In fact some transwomen are exerting power by very publicly defining what it means to be a woman.

Which comes back to the point that (natural born as oppose to hormonally or surgically constructed) biology is being erased as (socially constructed) gender norms are shored up.

SummerflowerXx · 08/09/2017 06:22

Sorry, if that makes no sense, I woke up too early and I can't really get my own head around it.

QuentinSummers · 08/09/2017 07:31

That is a brilliant post Star

OP posts:
Datun · 08/09/2017 07:46

That makes perfect sense. I think you've nailed it SummerflowerXx

Quite apart from the trans issue, your clear distinction between agency and power is very interesting.

It might account for the often vehement disagreement between feminists over things like prostitution and pornography (where the women might indeed have agency, but that doesn't translate to power).

But the way to escape gender is configured as taking on the gender norms of the other sex, not by dismantling gender norms.

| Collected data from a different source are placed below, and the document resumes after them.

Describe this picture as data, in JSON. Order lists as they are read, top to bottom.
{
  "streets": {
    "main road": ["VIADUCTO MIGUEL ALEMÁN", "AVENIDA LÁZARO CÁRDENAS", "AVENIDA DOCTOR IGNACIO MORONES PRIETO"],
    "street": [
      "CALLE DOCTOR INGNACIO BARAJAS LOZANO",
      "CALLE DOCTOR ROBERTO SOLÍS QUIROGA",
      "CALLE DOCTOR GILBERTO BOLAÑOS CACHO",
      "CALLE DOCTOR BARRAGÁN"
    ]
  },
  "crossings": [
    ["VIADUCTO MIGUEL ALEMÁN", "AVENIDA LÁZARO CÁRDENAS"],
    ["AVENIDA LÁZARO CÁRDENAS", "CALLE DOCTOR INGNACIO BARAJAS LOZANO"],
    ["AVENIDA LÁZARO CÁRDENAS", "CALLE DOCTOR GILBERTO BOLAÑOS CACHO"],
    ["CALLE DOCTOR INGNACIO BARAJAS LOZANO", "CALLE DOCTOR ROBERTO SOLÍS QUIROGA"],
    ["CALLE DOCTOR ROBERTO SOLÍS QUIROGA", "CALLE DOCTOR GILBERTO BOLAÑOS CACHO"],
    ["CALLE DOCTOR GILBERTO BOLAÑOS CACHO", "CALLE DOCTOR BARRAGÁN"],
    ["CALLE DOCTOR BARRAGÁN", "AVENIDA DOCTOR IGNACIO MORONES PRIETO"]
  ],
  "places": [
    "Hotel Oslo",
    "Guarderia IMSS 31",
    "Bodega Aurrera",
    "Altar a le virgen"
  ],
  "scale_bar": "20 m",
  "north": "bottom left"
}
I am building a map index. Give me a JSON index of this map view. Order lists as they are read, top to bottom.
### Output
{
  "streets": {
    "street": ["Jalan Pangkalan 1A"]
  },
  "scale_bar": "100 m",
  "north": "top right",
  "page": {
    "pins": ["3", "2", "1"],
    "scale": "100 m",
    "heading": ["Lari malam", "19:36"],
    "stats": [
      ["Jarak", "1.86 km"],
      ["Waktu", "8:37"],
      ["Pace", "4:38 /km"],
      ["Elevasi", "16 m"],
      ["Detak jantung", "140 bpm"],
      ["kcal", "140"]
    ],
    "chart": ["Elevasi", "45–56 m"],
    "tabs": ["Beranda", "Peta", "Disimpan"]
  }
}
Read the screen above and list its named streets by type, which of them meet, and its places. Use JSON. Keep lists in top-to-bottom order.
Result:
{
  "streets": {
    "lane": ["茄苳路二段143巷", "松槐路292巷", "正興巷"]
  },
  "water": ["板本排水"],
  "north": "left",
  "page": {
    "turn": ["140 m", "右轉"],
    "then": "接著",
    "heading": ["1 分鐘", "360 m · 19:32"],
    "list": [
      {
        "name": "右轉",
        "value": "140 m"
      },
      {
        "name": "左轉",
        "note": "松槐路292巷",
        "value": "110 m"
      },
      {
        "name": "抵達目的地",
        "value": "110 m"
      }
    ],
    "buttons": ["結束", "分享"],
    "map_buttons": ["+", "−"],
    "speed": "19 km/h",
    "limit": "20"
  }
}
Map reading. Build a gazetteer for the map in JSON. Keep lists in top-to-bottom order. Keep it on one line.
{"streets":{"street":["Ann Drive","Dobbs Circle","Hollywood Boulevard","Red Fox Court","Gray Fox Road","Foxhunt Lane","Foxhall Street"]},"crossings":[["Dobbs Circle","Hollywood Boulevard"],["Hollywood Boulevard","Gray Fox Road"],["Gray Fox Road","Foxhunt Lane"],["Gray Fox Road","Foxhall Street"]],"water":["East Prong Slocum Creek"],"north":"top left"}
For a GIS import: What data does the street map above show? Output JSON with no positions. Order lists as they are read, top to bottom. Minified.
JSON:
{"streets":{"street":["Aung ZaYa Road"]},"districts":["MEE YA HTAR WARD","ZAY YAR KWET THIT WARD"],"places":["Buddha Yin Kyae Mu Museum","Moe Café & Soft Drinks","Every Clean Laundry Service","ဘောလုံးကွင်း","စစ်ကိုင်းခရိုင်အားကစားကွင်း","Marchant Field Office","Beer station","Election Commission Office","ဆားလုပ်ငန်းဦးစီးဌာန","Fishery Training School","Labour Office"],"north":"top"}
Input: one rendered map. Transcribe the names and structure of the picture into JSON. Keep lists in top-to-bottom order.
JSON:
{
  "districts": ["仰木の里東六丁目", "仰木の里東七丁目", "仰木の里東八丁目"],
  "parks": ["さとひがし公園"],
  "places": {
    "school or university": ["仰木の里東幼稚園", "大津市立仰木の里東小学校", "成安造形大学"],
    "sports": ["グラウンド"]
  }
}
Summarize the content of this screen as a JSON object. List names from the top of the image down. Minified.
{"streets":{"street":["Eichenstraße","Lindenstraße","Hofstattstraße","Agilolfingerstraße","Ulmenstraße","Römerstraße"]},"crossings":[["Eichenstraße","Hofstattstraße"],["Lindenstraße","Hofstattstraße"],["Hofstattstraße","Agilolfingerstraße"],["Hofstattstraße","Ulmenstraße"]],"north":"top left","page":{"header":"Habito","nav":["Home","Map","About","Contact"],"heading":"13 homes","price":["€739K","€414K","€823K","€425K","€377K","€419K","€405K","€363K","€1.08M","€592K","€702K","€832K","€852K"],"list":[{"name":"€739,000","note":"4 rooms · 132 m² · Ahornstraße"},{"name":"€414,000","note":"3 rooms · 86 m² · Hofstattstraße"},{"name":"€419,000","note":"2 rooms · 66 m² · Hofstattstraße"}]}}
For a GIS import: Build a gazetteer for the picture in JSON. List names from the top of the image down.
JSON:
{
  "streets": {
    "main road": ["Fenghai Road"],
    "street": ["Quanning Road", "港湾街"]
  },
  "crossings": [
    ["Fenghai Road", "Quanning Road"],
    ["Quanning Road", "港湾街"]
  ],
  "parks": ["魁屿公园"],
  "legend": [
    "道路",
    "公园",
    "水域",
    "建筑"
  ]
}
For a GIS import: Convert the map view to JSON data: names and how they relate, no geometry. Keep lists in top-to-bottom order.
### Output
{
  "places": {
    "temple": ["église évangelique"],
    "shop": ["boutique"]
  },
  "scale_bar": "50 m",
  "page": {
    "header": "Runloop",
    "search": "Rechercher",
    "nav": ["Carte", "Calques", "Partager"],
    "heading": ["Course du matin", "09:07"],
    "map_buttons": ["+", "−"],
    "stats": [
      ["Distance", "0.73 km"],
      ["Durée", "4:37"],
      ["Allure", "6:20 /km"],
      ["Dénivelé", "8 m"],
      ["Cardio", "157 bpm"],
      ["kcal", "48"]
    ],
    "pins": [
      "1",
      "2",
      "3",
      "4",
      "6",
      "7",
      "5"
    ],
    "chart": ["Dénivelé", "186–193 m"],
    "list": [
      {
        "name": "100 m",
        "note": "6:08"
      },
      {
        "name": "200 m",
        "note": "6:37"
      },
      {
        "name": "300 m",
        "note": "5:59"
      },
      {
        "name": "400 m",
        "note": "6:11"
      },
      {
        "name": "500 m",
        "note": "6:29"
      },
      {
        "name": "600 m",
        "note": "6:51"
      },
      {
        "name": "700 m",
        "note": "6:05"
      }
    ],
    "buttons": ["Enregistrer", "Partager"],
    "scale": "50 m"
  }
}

Despite women everywhere, telling them that the gender norms they fondly imagined, are just that, fantasy. And, they don't take on the gender norms of women, they take on the presentation of women. They aren't suddenly raising the children (quite the opposite), doing the school run, making the sandwiches and taking care of elderly parents. Irritating.

In fact some transwomen are exerting power by very publicly defining what it means to be a woman.

Totally. Ugh.

This is interesting:

It works to shore up gender because the confines of what it means to be a man have narrowed - if men want to wear make up or do more socially-constructed female things, they must be trans

Because I suddenly thought, if there are any guys who fancy a bit of guyeyeliner (as in the 80s) and a spot of gender busting, they won't do it now lest they be considered trans.

On the other hand, they were willing to try something typical female, but not something typically 'male identifying as female'. Why is that worse, if women are considered less than men?

Fascinating post. Lots to think about.

As an aside, do you have any theory about autogynephilia? From what I can tell, there is no one theory to explain it, I suppose much like any other fetish.

ISaySteadyOn · 08/09/2017 10:21

Brilliant post, Summerflower.

cheeseknight · 08/09/2017 12:11

Thanks for replying so fully summerflowerXx. It will take a bit of processing for me but what you're saying makes sense. I get the distinction between power and agency.

SummerflowerXx · 09/09/2017 07:30

Yes, Datun you are right, transwomen are not taking on the gender norms of the other sex, they are taking on the external presentation which can be bought (by them) and sold (by pharmaceuticals, surgeons, lifestyle brands). That is a crucial distinction, which I think fits with my argument about neoliberal capitalism. I was thinking about gender norms in terms of lifestyle, external feminine identity products as a result of the 'pinkifying' of the market, but socially embedded gender norms affect every aspect of women's lives.

I will come back to the other points. DS wants attention.